• **TASK ITEM**: Report every line below that carries the word "Fira".

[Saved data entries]
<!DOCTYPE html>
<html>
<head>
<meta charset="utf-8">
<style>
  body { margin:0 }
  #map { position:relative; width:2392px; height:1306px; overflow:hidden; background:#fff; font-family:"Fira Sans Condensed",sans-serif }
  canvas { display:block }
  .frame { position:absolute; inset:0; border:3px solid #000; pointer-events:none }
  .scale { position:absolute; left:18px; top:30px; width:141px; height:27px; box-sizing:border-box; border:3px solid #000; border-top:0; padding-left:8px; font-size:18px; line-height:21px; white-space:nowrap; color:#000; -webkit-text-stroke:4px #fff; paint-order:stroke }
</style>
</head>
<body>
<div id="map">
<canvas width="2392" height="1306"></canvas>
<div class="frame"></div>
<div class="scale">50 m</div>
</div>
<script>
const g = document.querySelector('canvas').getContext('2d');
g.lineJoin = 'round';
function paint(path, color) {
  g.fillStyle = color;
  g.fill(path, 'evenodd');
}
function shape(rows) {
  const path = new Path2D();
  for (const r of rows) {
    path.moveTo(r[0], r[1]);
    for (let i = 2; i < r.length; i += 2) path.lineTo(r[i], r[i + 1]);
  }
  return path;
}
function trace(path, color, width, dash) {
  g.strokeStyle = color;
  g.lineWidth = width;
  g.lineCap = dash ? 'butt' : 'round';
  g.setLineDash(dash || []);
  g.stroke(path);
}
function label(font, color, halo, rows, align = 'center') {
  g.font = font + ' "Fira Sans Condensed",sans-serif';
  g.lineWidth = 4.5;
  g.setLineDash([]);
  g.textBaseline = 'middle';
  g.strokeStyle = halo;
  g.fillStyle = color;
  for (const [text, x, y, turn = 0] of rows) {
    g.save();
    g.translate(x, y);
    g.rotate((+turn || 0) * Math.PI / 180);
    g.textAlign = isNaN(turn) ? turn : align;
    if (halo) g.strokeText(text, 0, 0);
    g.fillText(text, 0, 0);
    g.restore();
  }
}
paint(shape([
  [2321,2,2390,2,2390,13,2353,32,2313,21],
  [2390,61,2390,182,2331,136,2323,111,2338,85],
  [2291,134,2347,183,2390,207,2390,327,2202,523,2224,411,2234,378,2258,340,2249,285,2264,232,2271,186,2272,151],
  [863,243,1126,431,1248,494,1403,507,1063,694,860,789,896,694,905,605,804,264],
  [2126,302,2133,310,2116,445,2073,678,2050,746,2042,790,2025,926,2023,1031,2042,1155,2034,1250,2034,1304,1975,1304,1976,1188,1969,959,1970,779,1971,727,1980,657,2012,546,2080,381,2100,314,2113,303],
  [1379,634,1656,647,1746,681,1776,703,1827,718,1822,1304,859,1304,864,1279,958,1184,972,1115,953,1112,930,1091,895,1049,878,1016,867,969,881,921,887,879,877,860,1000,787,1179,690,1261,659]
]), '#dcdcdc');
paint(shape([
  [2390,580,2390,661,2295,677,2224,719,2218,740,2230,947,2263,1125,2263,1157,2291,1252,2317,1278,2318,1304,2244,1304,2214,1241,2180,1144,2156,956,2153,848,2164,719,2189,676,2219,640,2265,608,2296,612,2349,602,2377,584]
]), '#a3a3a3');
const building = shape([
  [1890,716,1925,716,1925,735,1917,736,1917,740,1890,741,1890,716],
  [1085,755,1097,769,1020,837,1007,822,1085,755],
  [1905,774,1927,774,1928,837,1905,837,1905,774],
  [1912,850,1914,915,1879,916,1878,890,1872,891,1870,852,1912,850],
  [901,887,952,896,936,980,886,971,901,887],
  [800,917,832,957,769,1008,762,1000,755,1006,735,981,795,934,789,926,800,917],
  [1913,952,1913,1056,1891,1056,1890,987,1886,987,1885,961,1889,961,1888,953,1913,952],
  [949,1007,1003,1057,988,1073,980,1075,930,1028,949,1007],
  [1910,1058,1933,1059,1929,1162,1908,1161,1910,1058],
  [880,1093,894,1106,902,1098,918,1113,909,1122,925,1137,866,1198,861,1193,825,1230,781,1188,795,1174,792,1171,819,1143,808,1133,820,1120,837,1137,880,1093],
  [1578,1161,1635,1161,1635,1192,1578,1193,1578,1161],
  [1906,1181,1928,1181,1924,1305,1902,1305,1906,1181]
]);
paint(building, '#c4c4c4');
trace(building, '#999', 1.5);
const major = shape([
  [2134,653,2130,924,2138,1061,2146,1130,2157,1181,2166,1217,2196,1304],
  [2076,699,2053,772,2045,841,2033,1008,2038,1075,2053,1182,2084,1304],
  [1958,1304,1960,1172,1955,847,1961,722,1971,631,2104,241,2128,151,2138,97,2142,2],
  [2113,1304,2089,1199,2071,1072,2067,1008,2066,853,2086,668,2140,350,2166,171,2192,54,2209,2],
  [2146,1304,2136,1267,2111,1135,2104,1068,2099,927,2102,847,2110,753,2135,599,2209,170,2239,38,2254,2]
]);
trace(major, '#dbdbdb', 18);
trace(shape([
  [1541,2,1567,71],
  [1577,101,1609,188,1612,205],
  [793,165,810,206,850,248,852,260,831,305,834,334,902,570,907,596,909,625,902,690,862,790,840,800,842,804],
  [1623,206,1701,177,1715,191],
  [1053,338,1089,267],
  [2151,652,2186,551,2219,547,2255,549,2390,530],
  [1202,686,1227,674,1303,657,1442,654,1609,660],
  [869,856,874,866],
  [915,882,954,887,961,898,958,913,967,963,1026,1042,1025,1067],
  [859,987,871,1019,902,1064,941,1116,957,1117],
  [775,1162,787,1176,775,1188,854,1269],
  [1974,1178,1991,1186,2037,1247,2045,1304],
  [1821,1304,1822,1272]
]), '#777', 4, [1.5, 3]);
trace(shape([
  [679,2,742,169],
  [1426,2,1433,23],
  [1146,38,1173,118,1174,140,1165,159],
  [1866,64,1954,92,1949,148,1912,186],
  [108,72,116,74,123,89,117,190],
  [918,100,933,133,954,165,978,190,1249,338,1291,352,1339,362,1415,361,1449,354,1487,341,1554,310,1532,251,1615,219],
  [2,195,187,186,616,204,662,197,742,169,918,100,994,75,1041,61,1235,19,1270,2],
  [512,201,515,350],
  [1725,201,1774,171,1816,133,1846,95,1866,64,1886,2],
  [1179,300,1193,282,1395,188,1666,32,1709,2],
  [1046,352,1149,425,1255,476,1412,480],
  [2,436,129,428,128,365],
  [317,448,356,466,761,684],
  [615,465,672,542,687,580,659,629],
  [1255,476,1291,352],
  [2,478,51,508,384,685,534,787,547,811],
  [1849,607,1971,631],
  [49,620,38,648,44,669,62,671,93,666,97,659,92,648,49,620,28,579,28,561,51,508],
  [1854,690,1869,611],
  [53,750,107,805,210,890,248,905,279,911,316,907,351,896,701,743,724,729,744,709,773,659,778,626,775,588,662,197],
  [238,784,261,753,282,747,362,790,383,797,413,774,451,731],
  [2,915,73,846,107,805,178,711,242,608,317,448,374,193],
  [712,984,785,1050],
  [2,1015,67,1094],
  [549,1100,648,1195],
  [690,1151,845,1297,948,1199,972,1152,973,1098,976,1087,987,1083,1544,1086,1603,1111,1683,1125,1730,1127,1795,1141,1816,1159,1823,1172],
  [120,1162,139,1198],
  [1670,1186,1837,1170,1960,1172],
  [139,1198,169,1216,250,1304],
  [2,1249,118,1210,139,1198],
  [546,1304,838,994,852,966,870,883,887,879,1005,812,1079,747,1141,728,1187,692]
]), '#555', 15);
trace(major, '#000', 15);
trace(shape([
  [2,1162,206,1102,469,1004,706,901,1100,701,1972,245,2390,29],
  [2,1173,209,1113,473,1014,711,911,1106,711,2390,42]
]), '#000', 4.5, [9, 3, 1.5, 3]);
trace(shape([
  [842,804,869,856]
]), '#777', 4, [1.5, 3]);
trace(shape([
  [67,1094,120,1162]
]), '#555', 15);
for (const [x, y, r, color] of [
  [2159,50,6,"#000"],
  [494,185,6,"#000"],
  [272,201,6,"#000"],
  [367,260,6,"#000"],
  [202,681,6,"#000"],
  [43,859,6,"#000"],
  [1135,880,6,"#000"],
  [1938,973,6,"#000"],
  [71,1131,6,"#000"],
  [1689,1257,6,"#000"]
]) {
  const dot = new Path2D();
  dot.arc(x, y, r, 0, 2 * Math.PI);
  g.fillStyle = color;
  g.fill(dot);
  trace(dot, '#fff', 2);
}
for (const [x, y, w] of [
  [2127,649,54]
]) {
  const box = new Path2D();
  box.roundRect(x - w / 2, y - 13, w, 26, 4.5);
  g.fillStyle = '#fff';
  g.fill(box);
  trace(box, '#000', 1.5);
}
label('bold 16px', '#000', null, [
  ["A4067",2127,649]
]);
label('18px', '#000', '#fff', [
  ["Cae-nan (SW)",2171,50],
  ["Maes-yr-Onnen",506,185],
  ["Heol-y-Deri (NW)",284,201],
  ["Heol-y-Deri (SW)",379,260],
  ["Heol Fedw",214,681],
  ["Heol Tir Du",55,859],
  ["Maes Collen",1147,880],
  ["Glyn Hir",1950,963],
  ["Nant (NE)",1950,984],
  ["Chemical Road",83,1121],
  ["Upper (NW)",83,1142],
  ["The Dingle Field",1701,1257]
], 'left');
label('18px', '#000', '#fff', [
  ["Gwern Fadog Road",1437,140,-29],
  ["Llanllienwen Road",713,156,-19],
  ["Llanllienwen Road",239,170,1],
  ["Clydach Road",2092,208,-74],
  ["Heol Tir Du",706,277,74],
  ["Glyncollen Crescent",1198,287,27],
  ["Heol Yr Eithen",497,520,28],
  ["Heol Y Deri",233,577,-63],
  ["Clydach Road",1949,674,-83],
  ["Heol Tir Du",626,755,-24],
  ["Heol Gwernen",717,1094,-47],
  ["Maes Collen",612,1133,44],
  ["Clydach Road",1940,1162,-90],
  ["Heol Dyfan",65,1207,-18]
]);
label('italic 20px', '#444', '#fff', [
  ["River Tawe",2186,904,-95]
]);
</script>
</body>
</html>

• **SOLUTION BELOW**:
  #map { position:relative; width:2392px; height:1306px; overflow:hidden; background:#fff; font-family:"Fira Sans Condensed",sans-serif }
  g.font = font + ' "Fira Sans Condensed",sans-serif';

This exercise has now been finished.